Look below for the line containing "Localize all text" and the line containing "Give bounding boxes"; repeat exactly those two lines and all lines between them, and nothing else.

Given data:
+ + + + +

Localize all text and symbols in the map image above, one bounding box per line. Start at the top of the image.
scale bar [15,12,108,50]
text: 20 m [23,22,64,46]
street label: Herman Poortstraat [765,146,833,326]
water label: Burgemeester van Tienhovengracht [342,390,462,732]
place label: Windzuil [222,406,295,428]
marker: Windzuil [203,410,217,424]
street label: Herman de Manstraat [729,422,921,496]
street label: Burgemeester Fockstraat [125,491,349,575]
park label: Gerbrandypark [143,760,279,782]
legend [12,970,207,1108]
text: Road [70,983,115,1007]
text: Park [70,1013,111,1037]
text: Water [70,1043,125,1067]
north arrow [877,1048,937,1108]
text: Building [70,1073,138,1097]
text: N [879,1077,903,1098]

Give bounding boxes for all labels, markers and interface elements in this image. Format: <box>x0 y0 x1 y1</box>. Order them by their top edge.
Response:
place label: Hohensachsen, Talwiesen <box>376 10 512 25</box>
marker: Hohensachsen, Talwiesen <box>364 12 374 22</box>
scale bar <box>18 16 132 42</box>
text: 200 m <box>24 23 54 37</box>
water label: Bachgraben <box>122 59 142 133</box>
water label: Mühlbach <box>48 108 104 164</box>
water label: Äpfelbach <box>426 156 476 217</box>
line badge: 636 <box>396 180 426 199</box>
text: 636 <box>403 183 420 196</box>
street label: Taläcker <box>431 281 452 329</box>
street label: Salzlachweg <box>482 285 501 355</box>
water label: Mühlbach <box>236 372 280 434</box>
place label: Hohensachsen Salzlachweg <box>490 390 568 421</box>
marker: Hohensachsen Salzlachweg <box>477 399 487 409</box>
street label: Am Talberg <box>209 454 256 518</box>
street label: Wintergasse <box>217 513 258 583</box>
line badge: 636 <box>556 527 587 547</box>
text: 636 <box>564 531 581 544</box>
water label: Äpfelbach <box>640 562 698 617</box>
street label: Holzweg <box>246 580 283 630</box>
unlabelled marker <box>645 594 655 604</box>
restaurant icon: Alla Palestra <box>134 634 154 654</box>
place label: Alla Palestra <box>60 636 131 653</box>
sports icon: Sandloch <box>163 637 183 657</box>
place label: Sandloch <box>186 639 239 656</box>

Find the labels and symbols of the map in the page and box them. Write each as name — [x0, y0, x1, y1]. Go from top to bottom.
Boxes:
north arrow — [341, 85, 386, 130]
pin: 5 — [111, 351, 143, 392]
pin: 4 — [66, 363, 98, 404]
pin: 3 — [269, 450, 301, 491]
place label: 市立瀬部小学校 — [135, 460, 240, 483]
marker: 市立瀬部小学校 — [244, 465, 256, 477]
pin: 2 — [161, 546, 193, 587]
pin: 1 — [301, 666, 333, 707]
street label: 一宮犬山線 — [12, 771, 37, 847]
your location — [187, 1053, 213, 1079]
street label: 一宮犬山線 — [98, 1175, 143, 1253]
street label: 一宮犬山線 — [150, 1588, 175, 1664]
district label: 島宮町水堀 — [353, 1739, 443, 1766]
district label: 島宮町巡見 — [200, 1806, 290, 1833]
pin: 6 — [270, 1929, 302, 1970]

+ + + + +

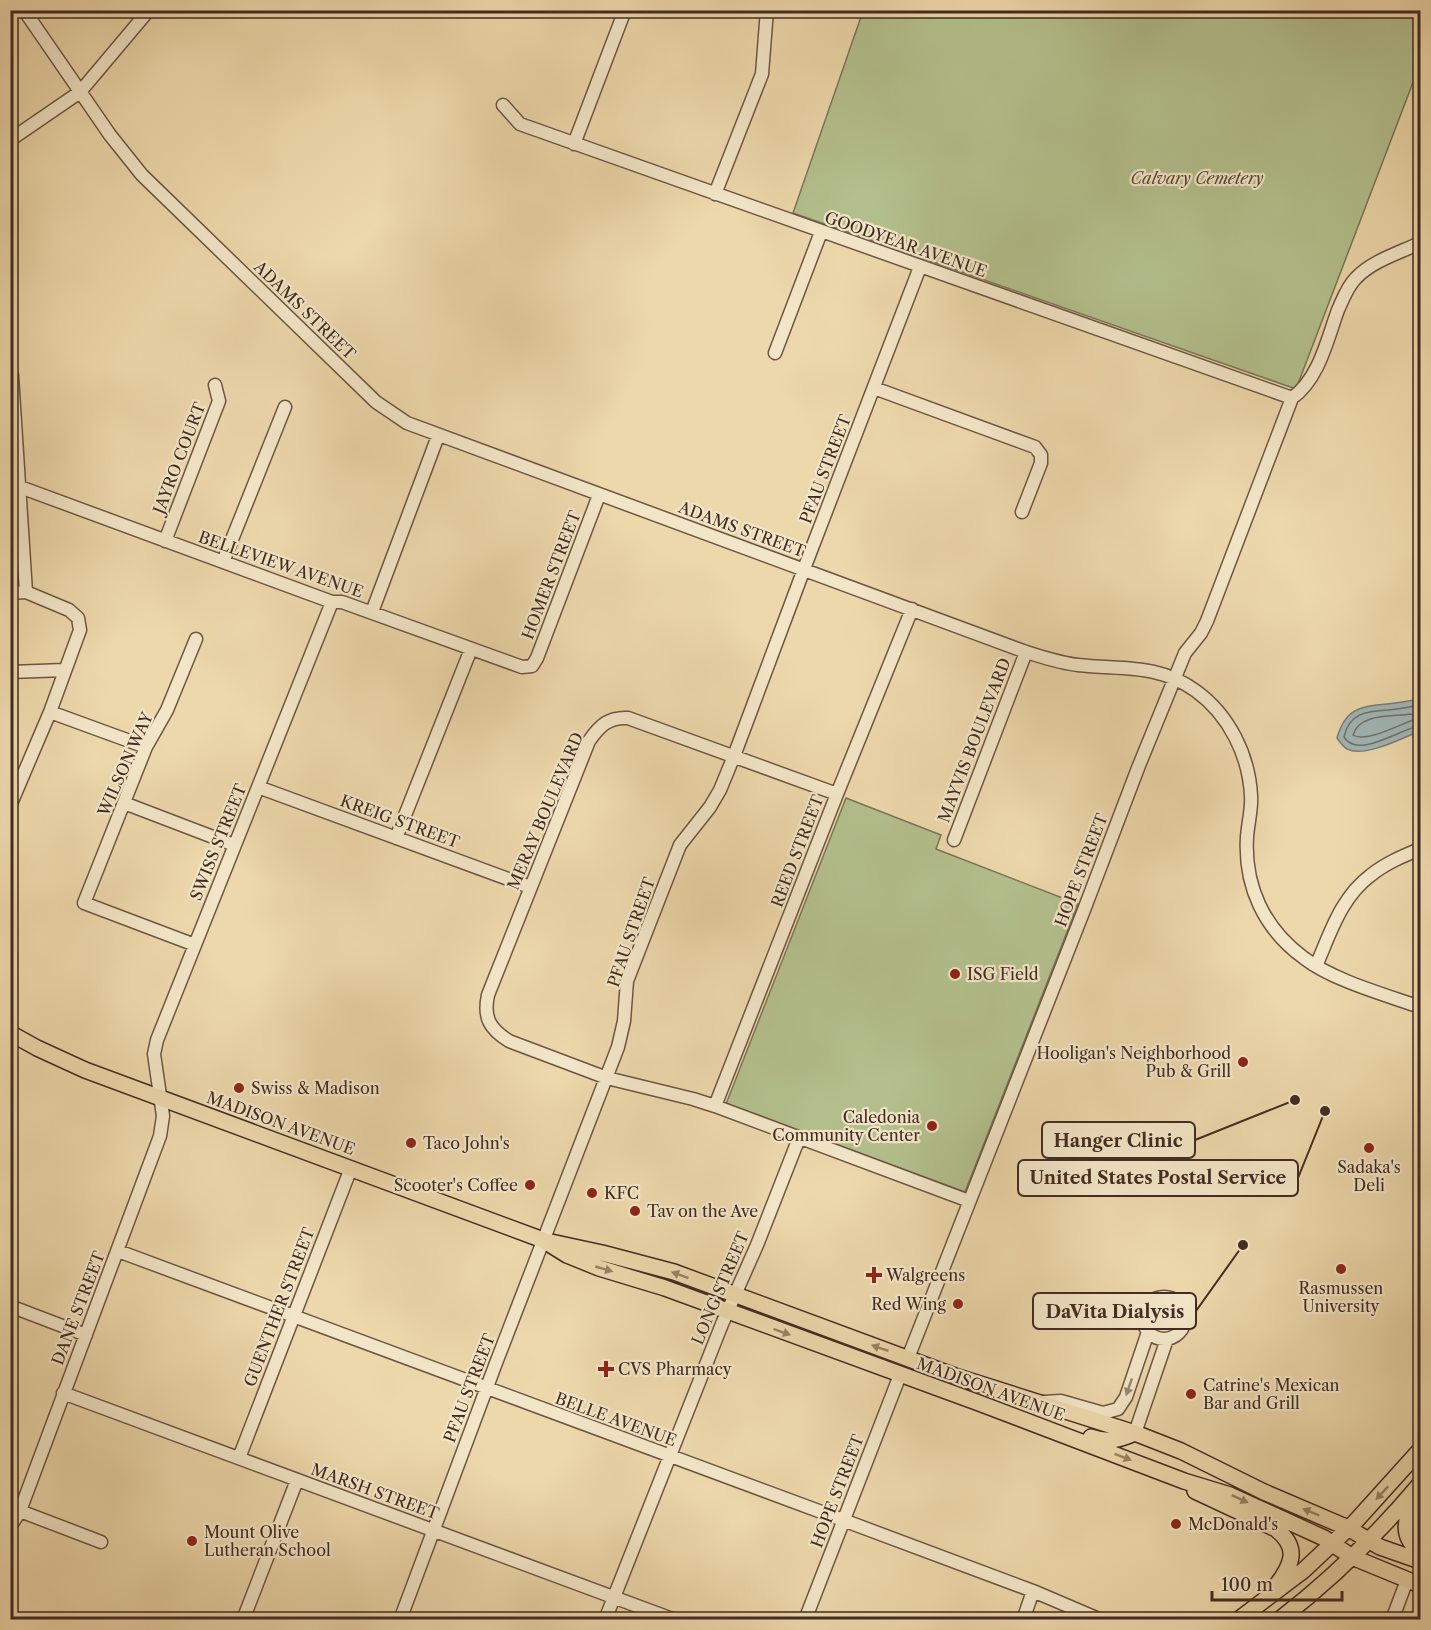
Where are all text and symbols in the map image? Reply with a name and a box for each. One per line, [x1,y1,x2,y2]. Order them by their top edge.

+ + + + +

Response for this exercise:
Localize all text and symbols in the map image above, one bounding box per line. Start at the top of the image.
scale bar [15,12,108,50]
text: 20 m [23,22,64,46]
street label: Herman Poortstraat [765,146,833,326]
water label: Burgemeester van Tienhovengracht [342,390,462,732]
place label: Windzuil [222,406,295,428]
marker: Windzuil [203,410,217,424]
street label: Herman de Manstraat [729,422,921,496]
street label: Burgemeester Fockstraat [125,491,349,575]
park label: Gerbrandypark [143,760,279,782]
legend [12,970,207,1108]
text: Road [70,983,115,1007]
text: Park [70,1013,111,1037]
text: Water [70,1043,125,1067]
north arrow [877,1048,937,1108]
text: Building [70,1073,138,1097]
text: N [879,1077,903,1098]

Give bounding boxes for all labels, markers and interface elements in this image. Format: <box>x0 y0 x1 y1</box>. Order them by their top edge.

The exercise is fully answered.